L’opposition institutionnelle au Togo, comme dans tous les autres enclos coloniaux en Afrique abusivement appelés Etats africains, est née dans les parages des années 1990. Sans rien oublier des difficultés énormes que leur posent les tenants actuels du pouvoir colonial, il faut dire que l’ambition de la plupart des opposants institutionnels c’est de conquérir le pouvoir colonial et de l’exercer dans les limites géographiques fixées à l’Afrique depuis la conférence de partage de Berlin en 1884-1885 et dans les normes institutionnelles, politiques, économiques, sociétales, culturelles, spirituelles et philosophiques ordonnées aux africains depuis les razzias négrières arabo-musulmanes et surtout transatlantiques, c’est-à-dire depuis la Mondialisation occidentale. Les opposants institutionnels veulent être calife à la place du calife. Seuls quelques rares personnes au sein de ces oppositions institutionnelles africaines ont comme projet la déconstruction du cadre colonial africain en vue de reconstruire un nouvel environnement socio-économique et politique autour des valeurs africaines à redécouvrir depuis l’Egypte antique pharaonique, la plus brillante réussite des Africains.

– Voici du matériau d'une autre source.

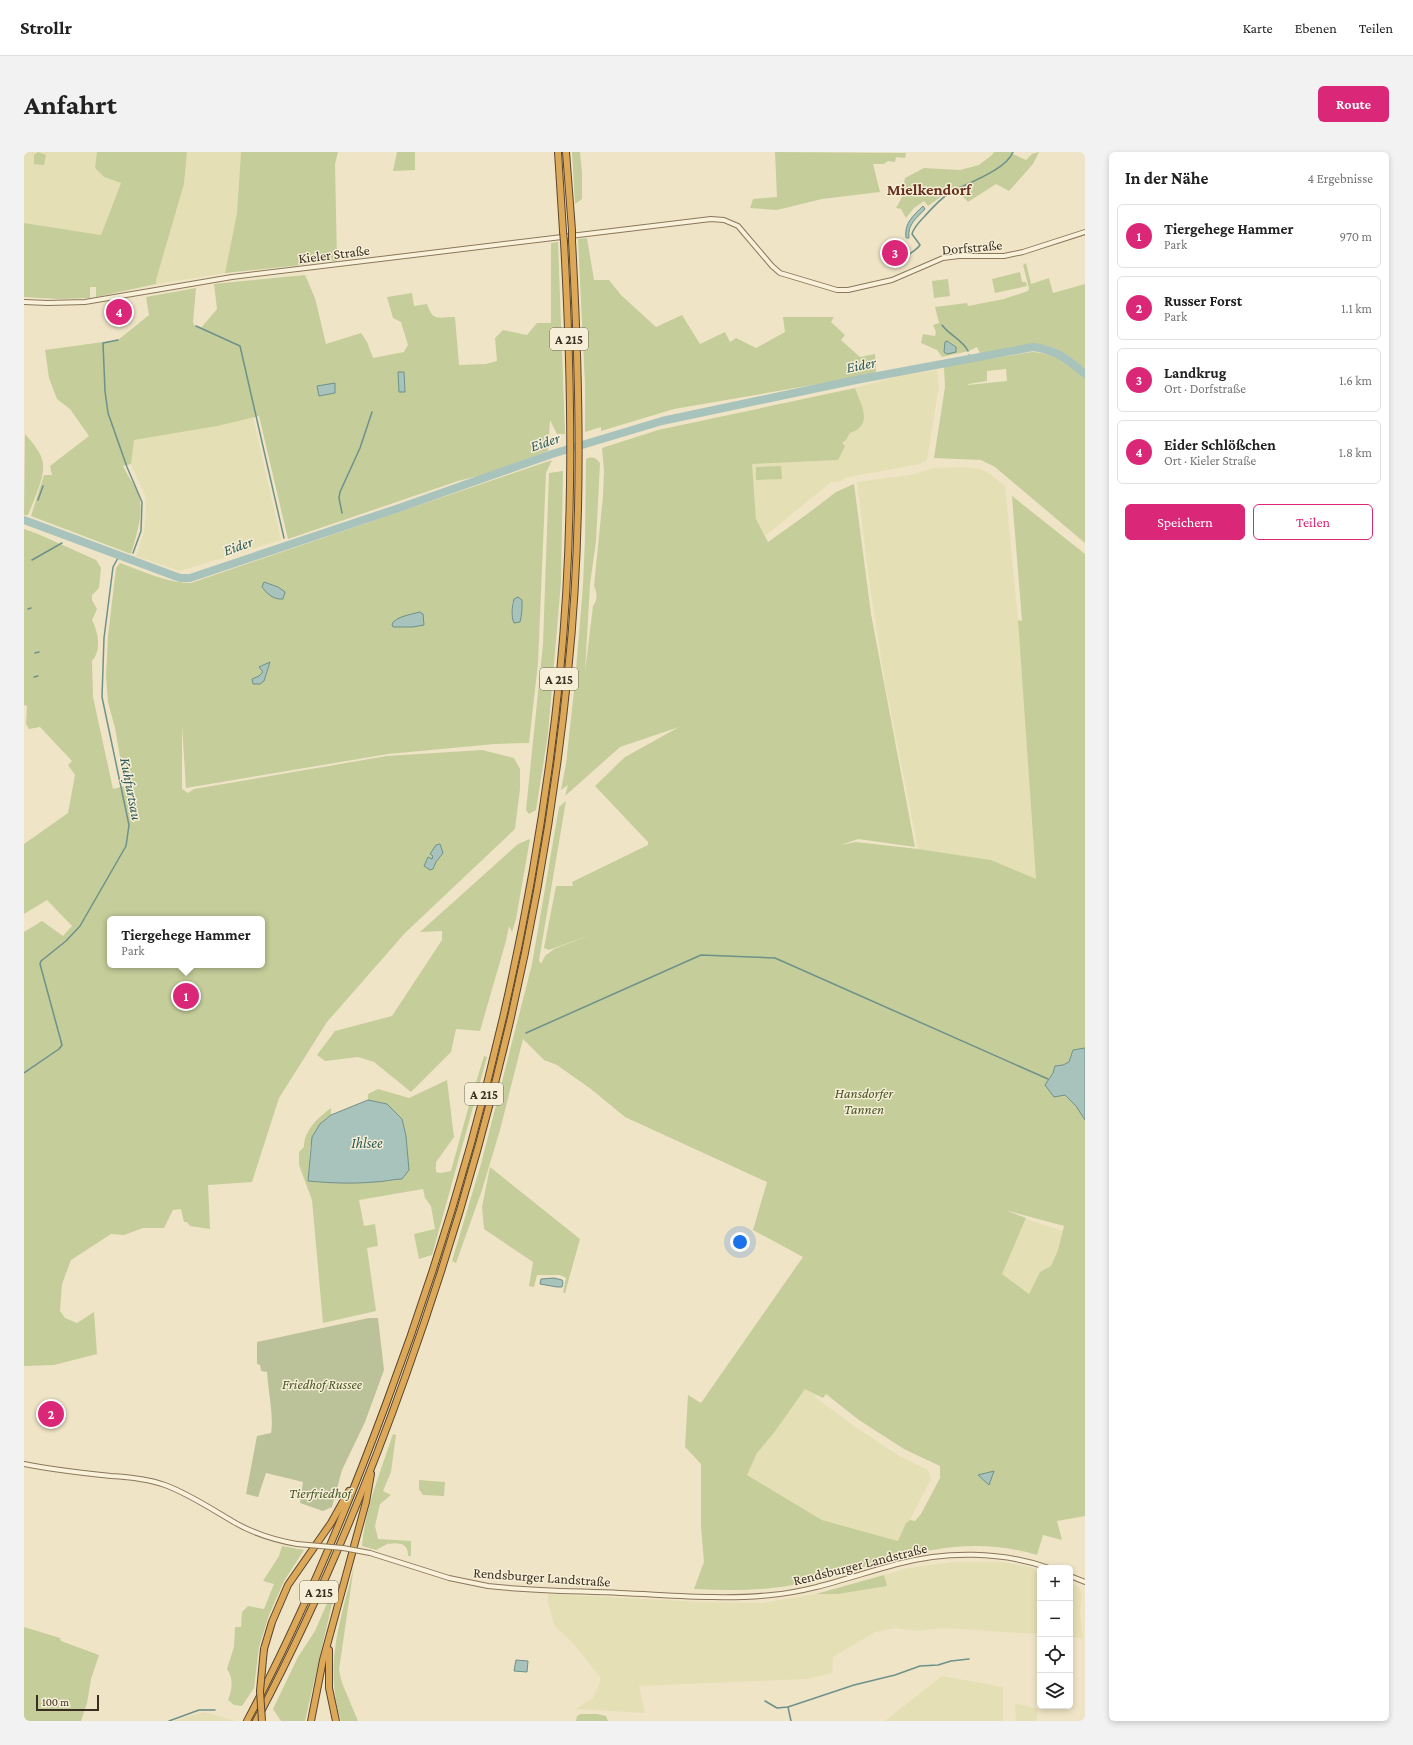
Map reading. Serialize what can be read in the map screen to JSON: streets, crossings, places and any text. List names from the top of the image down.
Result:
{
  "streets": {
    "highway": ["A 215"],
    "street": ["Dorfstraße", "Kieler Straße", "Rendsburger Landstraße"]
  },
  "crossings": [
    ["Dorfstraße", "Kieler Straße"]
  ],
  "districts": ["Mielkendorf"],
  "water": ["Eider", "Kuhfurtsau", "Ihlsee"],
  "parks": ["Hansdorfer Tannen", "Friedhof Russee", "Tierfriedhof"],
  "scale_bar": "100 m",
  "page": {
    "header": "Strollr",
    "nav": ["Karte", "Ebenen", "Teilen"],
    "buttons": [
      "Route",
      ["Speichern", "Teilen"]
    ],
    "title": "Anfahrt",
    "heading": ["In der Nähe", "4 Ergebnisse"],
    "list": [
      {
        "mark": "1",
        "name": "Tiergehege Hammer",
        "note": "Park",
        "value": "970 m"
      },
      {
        "mark": "2",
        "name": "Russer Forst",
        "note": "Park",
        "value": "1.1 km"
      },
      {
        "mark": "3",
        "name": "Landkrug",
        "note": "Ort · Dorfstraße",
        "value": "1.6 km"
      },
      {
        "mark": "4",
        "name": "Eider Schlößchen",
        "note": "Ort · Kieler Straße",
        "value": "1.8 km"
      }
    ],
    "pins": [
      "3",
      "4",
      "1",
      "2"
    ],
    "popup": ["Tiergehege Hammer", "Park"],
    "map_buttons": ["+", "−"],
    "scale": "100 m"
  }
}
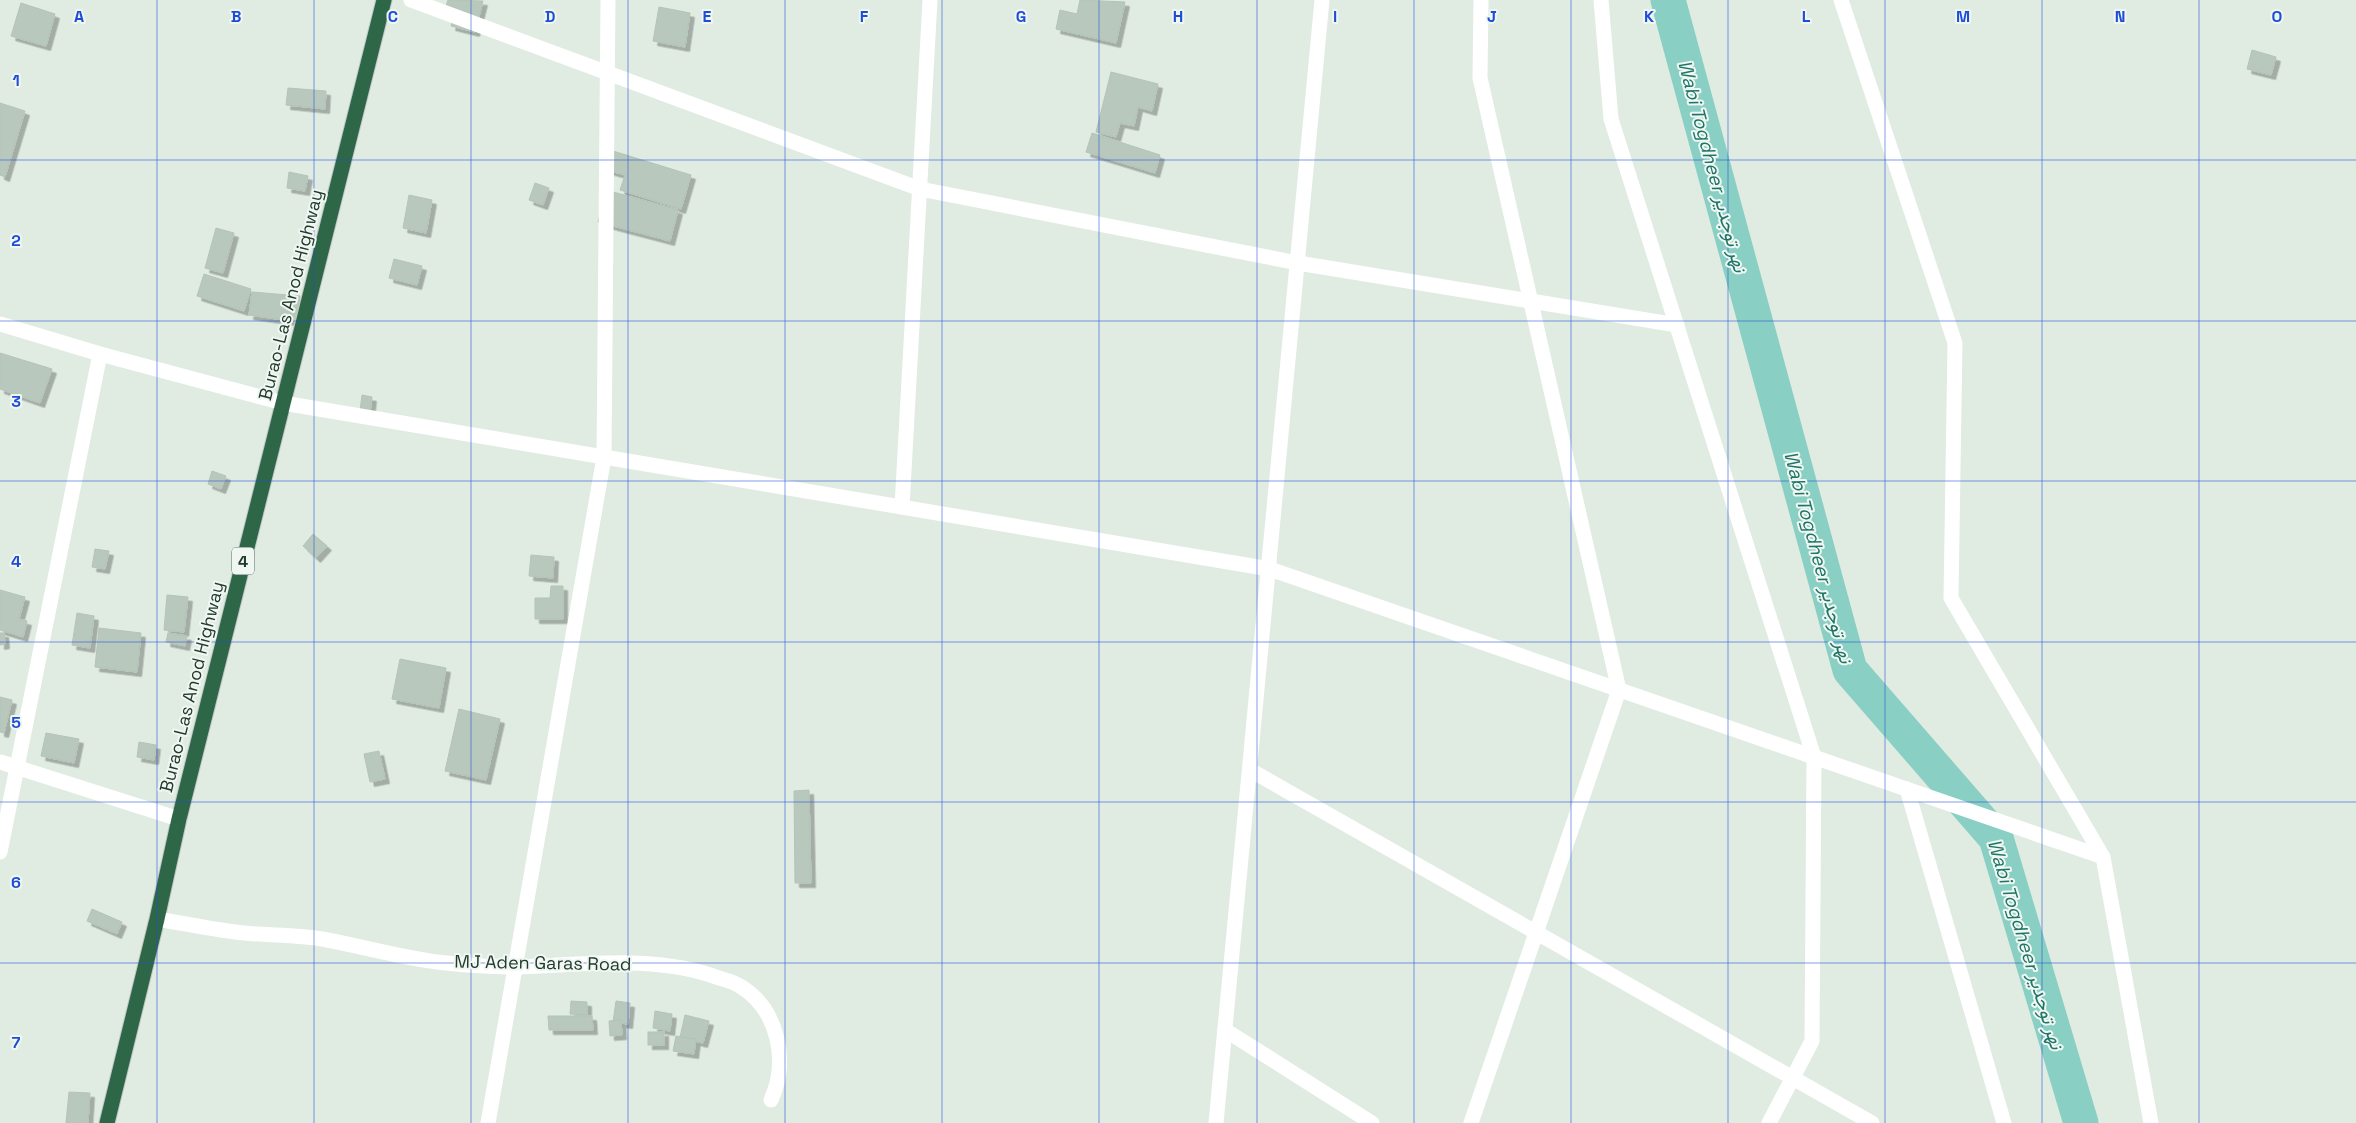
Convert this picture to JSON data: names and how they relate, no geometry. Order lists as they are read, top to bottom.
{
  "streets": {
    "highway": ["Burao-Las Anod Highway", "4"],
    "street": ["MJ Aden Garas Road"]
  },
  "crossings": [
    ["Burao-Las Anod Highway", "MJ Aden Garas Road"]
  ],
  "water": ["Wabi Togdheer نهر توجدير"],
  "grid": {
    "columns": [
      "A",
      "B",
      "C",
      "D",
      "E",
      "F",
      "G",
      "H",
      "I",
      "J",
      "K",
      "L",
      "M",
      "N",
      "O"
    ],
    "rows": [
      "1",
      "2",
      "3",
      "4",
      "5",
      "6",
      "7"
    ]
  }
}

Les opposants institutionnels africains pensent à la prochaine élection alors qu’il fallait penser la prochaine génération ou même le prochain siècle. Fiers de leurs cursus scolaire colonial, ils sont pressés de jouir du pouvoir colonial. Ils veulent ici et maintenant un retour sur investissement. D’où les faux chemins qu’ils prescrivent aux peuples tout le temps. Devons-nous vraiment porter un jugement sur ces gens ? Pas vraiment, puisque l’histoire les a déjà jugés et condamnés. Leurs résultats parlent pour eux. Beaucoup de ces gens ont agi et agissent comme ils ont pensé et comme ils pensent. Ils continueront dans cette logique. Ils font partie de « l’élite indigène » qui raisonnent en terme de changement et d’alternance et non en terme de renaissance et de reconstruction du pays. Le temps d’une alternative radicalement visionnaire et armée des lois de l’Histoire doit sonner en vue d’une réorientation des masses populaires qui n’en peuvent plus d’attendre dans cette opposition où il n’y a rien à attendre, en fait.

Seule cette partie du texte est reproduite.